Lindvall Charlotta, Zylstra Cassandra R, Evans Nicole, West Richard A, Dykema Karl, Furge Kyle A, Williams Bart O
Laboratory of Cell Signaling and Carcinogenesis, Van Andel Research Institute, Grand Rapids, Michigan, United States of America.
PLoS One. 2009 Jun 5;4(6):e5813. doi: 10.1371/journal.pone.0005813.
Canonical Wnt signals are transduced through a Frizzled receptor and either the LRP5 or LRP6 co-receptor; such signals play central roles during development and in disease. We have previously shown that Lrp5 is required for ductal stem cell activity and that loss of Lrp5 delays normal mammary development and Wnt1-induced tumorigenesis. Here we show that canonical Wnt signals through the Lrp6 co-receptor are also required for normal mouse mammary gland development. Loss of Lrp6 compromises Wnt/beta-catenin signaling and interferes with mammary placode, fat pad, and branching development during embryogenesis. Heterozygosity for an inactivating mutation in Lrp6 is associated with a reduced number of terminal end buds and branches during postnatal development. While Lrp6 is expressed in both the basal and luminal mammary epithelium during embryogenesis, Lrp6 expression later becomes restricted to cells residing in the basal epithelial layer. Interestingly, these cells also express mammary stem cell markers. In humans, increased Lrp6 expression is associated with basal-like breast cancer. Taken together, our results suggest both overlapping and specific functions for Lrp5 and Lrp6 in the mammary gland.
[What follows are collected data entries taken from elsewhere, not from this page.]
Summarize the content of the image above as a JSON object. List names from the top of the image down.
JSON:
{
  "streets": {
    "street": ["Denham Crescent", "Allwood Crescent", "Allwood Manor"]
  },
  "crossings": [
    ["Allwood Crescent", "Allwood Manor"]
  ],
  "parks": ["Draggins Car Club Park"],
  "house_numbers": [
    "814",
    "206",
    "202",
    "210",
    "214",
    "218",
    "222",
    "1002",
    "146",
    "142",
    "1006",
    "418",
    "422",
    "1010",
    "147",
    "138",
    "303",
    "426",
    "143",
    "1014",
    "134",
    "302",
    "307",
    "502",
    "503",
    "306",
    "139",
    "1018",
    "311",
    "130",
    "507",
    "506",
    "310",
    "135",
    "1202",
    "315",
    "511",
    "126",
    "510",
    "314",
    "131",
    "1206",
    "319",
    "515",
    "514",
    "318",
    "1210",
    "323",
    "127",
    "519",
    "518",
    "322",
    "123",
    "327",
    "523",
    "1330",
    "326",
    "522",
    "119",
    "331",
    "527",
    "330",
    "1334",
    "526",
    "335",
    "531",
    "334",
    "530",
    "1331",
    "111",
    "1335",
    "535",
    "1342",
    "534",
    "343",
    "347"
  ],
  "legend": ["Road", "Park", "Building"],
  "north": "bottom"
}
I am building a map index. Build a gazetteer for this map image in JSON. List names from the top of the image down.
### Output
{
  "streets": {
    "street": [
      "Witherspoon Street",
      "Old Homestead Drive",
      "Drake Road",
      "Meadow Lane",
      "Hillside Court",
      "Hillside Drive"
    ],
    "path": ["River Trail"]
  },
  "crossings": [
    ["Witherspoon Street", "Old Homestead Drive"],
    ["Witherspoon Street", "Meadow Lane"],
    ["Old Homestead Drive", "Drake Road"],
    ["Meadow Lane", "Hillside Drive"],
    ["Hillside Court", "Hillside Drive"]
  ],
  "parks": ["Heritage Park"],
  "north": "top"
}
经典Wnt信号通过卷曲蛋白受体以及低密度脂蛋白受体相关蛋白5(LRP5)或低密度脂蛋白受体相关蛋白6(LRP6)共受体进行转导;此类信号在发育过程和疾病中发挥核心作用。我们之前已经表明,LRP5是导管干细胞活性所必需的,并且LRP5的缺失会延迟正常乳腺发育以及Wnt1诱导的肿瘤发生。在此我们表明,通过LRP6共受体的经典Wnt信号对于正常小鼠乳腺发育也是必需的。LRP6的缺失会损害Wnt/β-连环蛋白信号传导,并在胚胎发生过程中干扰乳腺基板、脂肪垫和分支发育。LRP6失活突变的杂合性与出生后发育过程中端末终芽和分支数量减少有关。虽然LRP6在胚胎发生过程中在乳腺基底上皮和管腔上皮中均有表达,但LRP6的表达后来局限于位于基底上皮层的细胞。有趣的是,这些细胞也表达乳腺干细胞标志物。在人类中,LRP6表达增加与基底样乳腺癌相关。综上所述,我们的结果表明LRP5和LRP6在乳腺中具有重叠和特定的功能。